F2: The Series A Preferred Stock of the Subsidiary (the "Preferred Shares") may be exchanged at any time into the number of Common Shares of the Company, subject to certain restrictions, equal to, per Preferred Share, the quotient of the liquidation preference of the Preferred Share divided by $7.50 (the "Exchange Price"), subject to customary anti-dilution adjustments, provided that the Exchange Price may not be lower than $7.00 (subject to adjustment in certain circumstances).
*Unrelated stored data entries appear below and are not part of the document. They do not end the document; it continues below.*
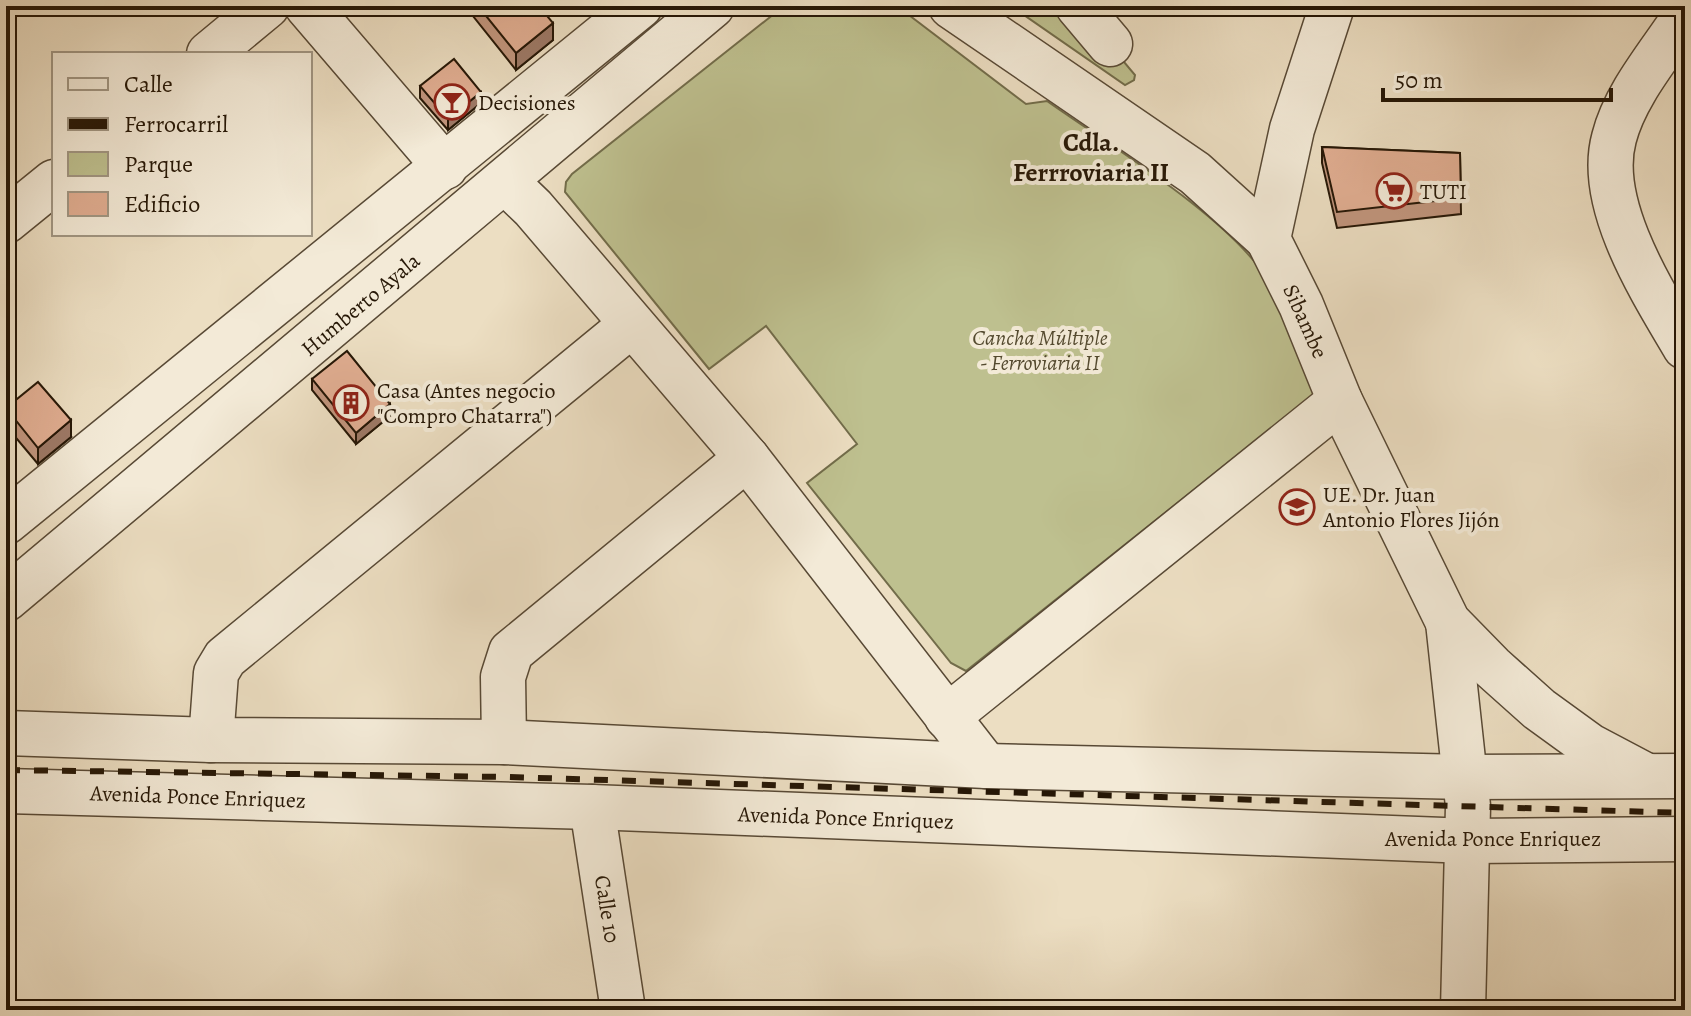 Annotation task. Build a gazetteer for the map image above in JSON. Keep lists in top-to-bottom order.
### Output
{
  "streets": {
    "street": [
      "Humberto Ayala",
      "Sibambe",
      "Avenida Ponce Enriquez",
      "Calle 10"
    ]
  },
  "crossings": [
    ["Sibambe", "Avenida Ponce Enriquez"],
    ["Avenida Ponce Enriquez", "Calle 10"]
  ],
  "districts": ["Cdla. Ferrroviaria II"],
  "parks": ["Cancha Múltiple - Ferroviaria II"],
  "places": {
    "bar": ["Decisiones"],
    "supermarket": ["TUTI"],
    "building": ["Casa (Antes negocio \"Compro Chatarra\")"],
    "school or university": ["UE. Dr. Juan Antonio Flores Jijón"]
  },
  "legend": [
    "Calle",
    "Ferrocarril",
    "Parque",
    "Edificio"
  ],
  "scale_bar": "50 m"
} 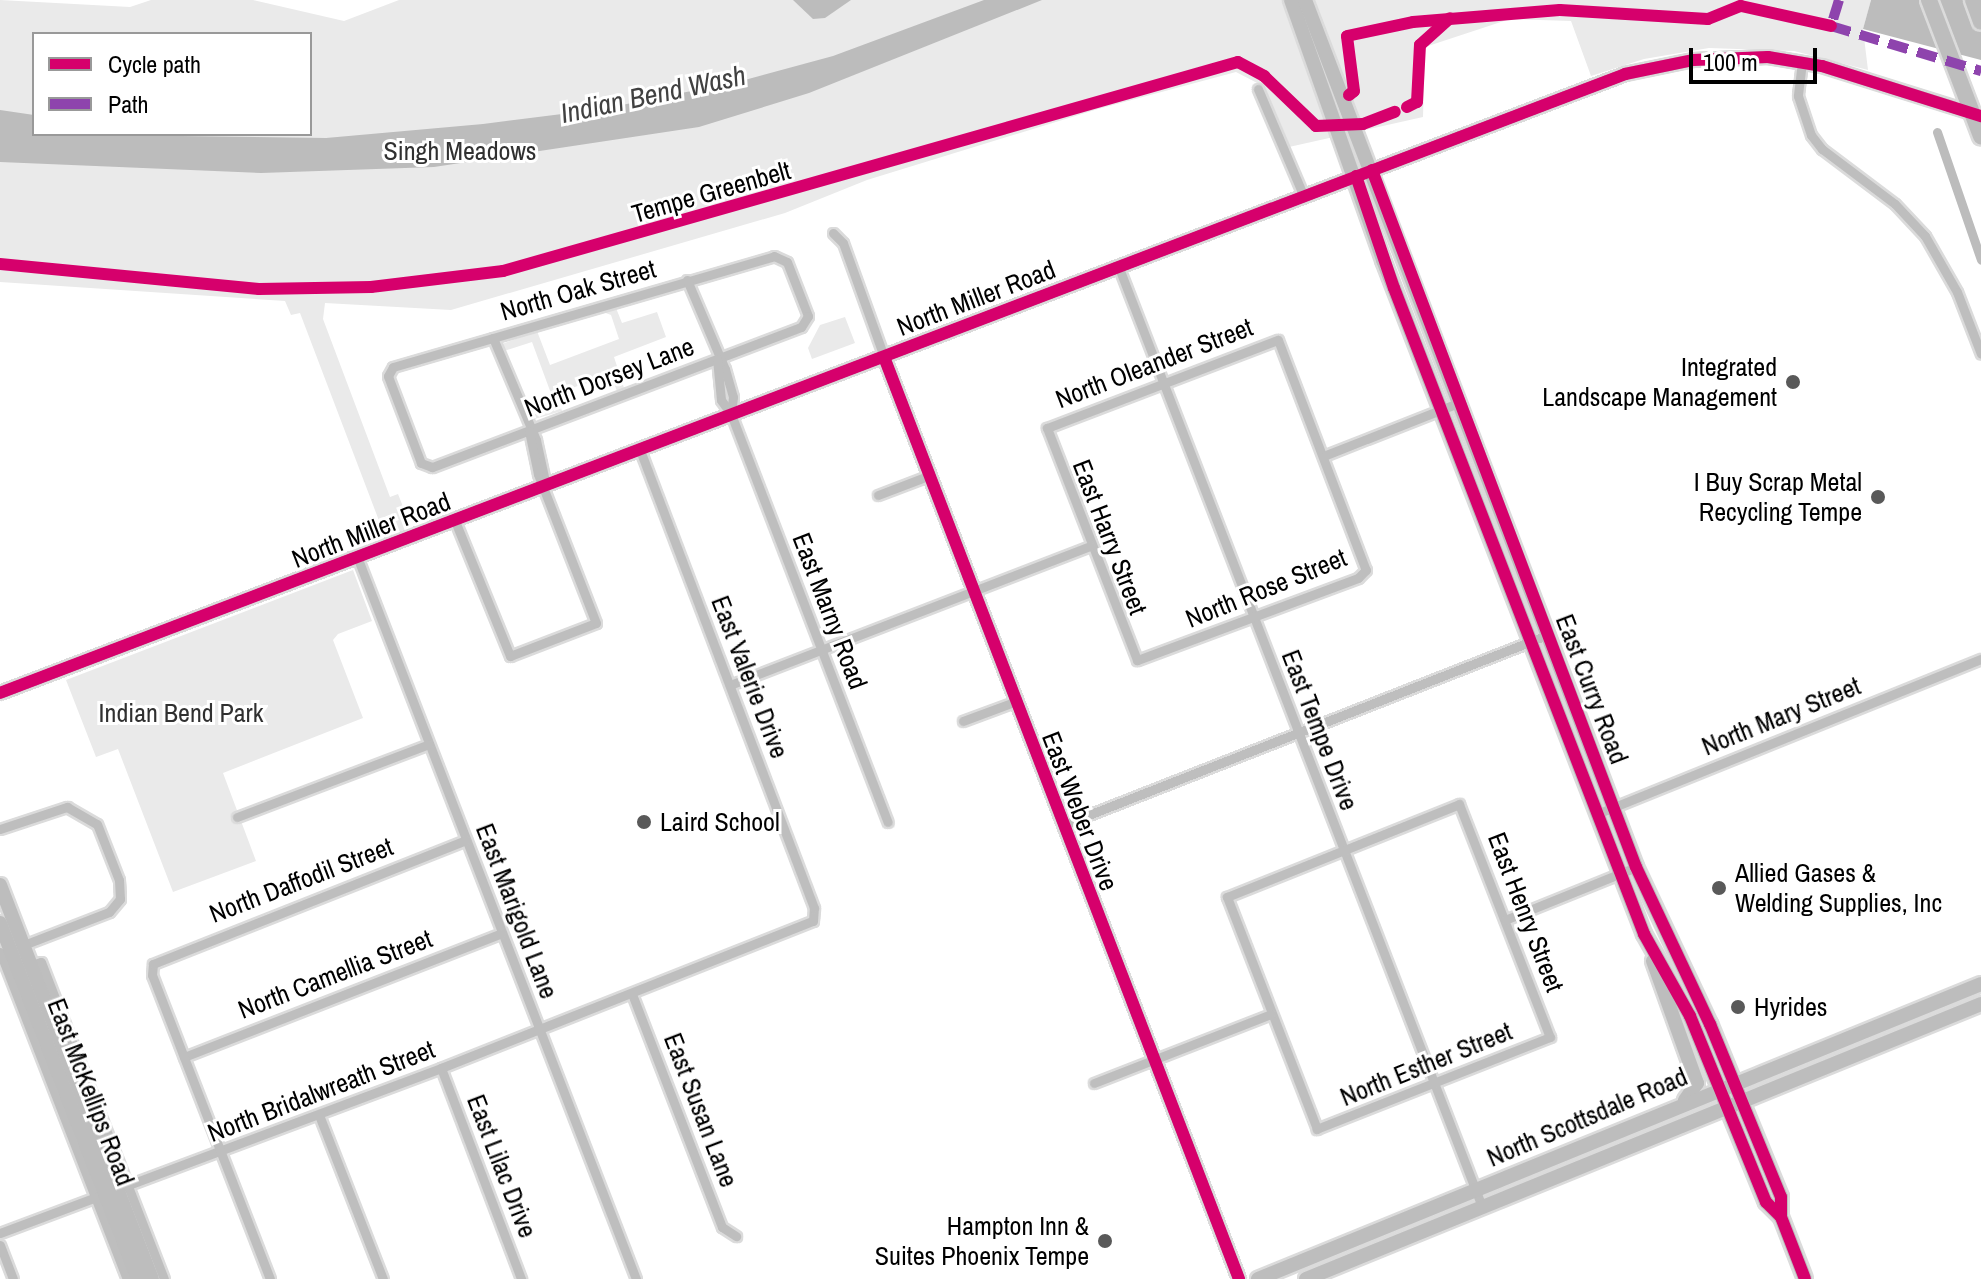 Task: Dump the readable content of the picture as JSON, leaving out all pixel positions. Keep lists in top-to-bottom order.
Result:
{
  "streets": {
    "main road": ["East Curry Road", "East McKellips Road", "North Scottsdale Road"],
    "street": [
      "North Oak Street",
      "North Miller Road",
      "North Oleander Street",
      "North Dorsey Lane",
      "East Harry Street",
      "North Rose Street",
      "East Marny Road",
      "East Valerie Drive",
      "North Mary Street",
      "East Tempe Drive",
      "East Weber Drive",
      "North Daffodil Street",
      "East Marigold Lane",
      "East Henry Street",
      "North Camellia Street",
      "North Esther Street",
      "North Bridalwreath Street",
      "East Susan Lane",
      "East Lilac Drive"
    ],
    "cycle path": ["Tempe Greenbelt"]
  },
  "crossings": [
    ["North Oak Street", "North Dorsey Lane"],
    ["North Oak Street", "East Marny Road"],
    ["North Miller Road", "East Marny Road"],
    ["North Miller Road", "East Valerie Drive"],
    ["North Miller Road", "East Curry Road"],
    ["North Miller Road", "East Tempe Drive"],
    ["North Miller Road", "East Weber Drive"],
    ["North Miller Road", "East Marigold Lane"],
    ["North Oleander Street", "East Harry Street"],
    ["North Oleander Street", "North Rose Street"],
    ["North Oleander Street", "East Tempe Drive"],
    ["North Dorsey Lane", "East Marny Road"],
    ["East Harry Street", "North Rose Street"],
    ["North Rose Street", "East Tempe Drive"],
    ["East Valerie Drive", "North Bridalwreath Street"],
    ["East Curry Road", "North Mary Street"],
    ["East Curry Road", "North Scottsdale Road"],
    ["East Tempe Drive", "East Henry Street"],
    ["East Tempe Drive", "North Esther Street"],
    ["East Tempe Drive", "North Scottsdale Road"],
    ["North Daffodil Street", "East Marigold Lane"],
    ["North Daffodil Street", "North Camellia Street"],
    ["East Marigold Lane", "North Camellia Street"],
    ["East Marigold Lane", "North Bridalwreath Street"],
    ["East Henry Street", "North Esther Street"],
    ["North Bridalwreath Street", "East McKellips Road"],
    ["North Bridalwreath Street", "East Susan Lane"],
    ["North Bridalwreath Street", "East Lilac Drive"]
  ],
  "water": ["Indian Bend Wash"],
  "parks": ["Singh Meadows", "Indian Bend Park"],
  "places": [
    "Integrated Landscape Management",
    "I Buy Scrap Metal Recycling Tempe",
    "Laird School",
    "Allied Gases & Welding Supplies, Inc",
    "Hyrides",
    "Hampton Inn & Suites Phoenix Tempe"
  ],
  "legend": ["Cycle path", "Path"],
  "scale_bar": "100 m"
}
The Preferred Shares have no expiration date.
F3: This Form 3 is also being filed by: (i) Oaktree Huntington Investment Fund II GP, L.P., a Delaware limited partnership ("OHIF II GP"), in its capacity as general partner of OHIF II (ii) Oaktree Fund GP, LLC, a Delaware limited liability company ("GP LLC"), in its capacity as general partner of OHIF II GP; (iii) Oaktree Fund GP I, L.P., a Delaware limited partnership ("GP I"), in its capacity as managing member of GP LLC; (iv) Oaktree Capital I, L.P., a Delaware limited partnership ("Capital I"), in its capacity as general partner of GP I; (v) OCM Holdings I, LLC, a Delaware limited liability company ("Holdings I"), in its capacity as general partner of Capital I; (vi) Oaktree Holdings, LLC, a Delaware limited liability company ("Holdings"), in its capacity as managing member of Holdings I; (continued in footnote 4)
F4: (Continued from footnote 3) (vii) Oaktree Capital Management, L.P., a Delaware limited partnership and a registered investment adviser under the Investment Advisers Act of 1940, as amended ("Management"), in its capacity as investment manager of OHIF II; (viii) Oaktree Holdings, Inc., a Delaware corporation ("Holdings, Inc."), in its capacity as general partner of Management; (ix) Oaktree Capital Group, LLC, a Delaware limited liability company ("OCG"), in its capacity as the sole shareholder of Holdings, Inc. and managing member of Holdings; and (x) Oaktree Capital Group Holdings GP, LLC, a Delaware limited liability company ("OCGH GP" and together with OHIF II, OHIF II GP, GP LLC, GP I, Capital I, Holdings I, Holdings, Management, Holdings, Inc., OCG, collectively, the "Reporting Persons"), in its capacity as the duly elected manager of OCG.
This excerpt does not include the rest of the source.